# Task to carry out
Copy out each line of the listing that has the word "Crescent" in it.

# Data for review
"""
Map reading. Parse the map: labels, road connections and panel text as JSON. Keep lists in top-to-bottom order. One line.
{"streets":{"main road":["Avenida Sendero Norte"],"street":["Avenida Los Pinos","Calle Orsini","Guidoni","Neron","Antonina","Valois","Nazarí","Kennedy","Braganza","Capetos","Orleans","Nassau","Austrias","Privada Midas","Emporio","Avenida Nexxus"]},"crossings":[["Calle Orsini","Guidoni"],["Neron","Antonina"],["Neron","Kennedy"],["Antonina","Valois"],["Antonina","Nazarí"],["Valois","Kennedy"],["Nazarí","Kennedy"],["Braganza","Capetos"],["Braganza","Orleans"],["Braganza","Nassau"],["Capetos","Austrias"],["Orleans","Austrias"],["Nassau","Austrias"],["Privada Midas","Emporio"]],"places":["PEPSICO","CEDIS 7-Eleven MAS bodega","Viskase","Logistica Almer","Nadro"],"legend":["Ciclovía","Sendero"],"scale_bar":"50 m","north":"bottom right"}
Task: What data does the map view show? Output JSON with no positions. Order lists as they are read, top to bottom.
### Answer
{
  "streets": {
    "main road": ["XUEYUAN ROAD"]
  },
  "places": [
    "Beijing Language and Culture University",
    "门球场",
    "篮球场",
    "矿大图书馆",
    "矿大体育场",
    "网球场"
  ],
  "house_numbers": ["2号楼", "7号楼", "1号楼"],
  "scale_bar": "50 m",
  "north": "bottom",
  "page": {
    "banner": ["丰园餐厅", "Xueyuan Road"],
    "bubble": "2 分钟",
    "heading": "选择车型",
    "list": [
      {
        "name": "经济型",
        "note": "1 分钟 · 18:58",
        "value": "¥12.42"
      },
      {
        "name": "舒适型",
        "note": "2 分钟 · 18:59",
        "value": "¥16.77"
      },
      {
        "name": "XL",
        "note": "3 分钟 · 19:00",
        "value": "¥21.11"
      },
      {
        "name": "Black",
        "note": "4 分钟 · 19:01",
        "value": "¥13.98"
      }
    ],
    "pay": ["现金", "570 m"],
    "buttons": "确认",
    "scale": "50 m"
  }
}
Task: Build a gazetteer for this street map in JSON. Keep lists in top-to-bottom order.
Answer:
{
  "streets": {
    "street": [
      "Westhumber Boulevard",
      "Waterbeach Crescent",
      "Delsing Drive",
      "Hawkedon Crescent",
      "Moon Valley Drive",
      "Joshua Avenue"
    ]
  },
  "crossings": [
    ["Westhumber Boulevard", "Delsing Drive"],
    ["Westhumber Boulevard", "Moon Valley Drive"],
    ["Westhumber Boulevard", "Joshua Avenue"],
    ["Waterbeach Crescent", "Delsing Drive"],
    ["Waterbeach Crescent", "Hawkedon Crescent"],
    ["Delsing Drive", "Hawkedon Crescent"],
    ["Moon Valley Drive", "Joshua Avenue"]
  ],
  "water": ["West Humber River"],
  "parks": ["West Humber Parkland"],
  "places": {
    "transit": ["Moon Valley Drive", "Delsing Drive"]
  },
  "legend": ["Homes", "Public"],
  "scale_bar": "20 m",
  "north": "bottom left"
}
"""
# Solved problem
      "Waterbeach Crescent",
      "Hawkedon Crescent",
    ["Waterbeach Crescent", "Delsing Drive"],
    ["Waterbeach Crescent", "Hawkedon Crescent"],
    ["Delsing Drive", "Hawkedon Crescent"],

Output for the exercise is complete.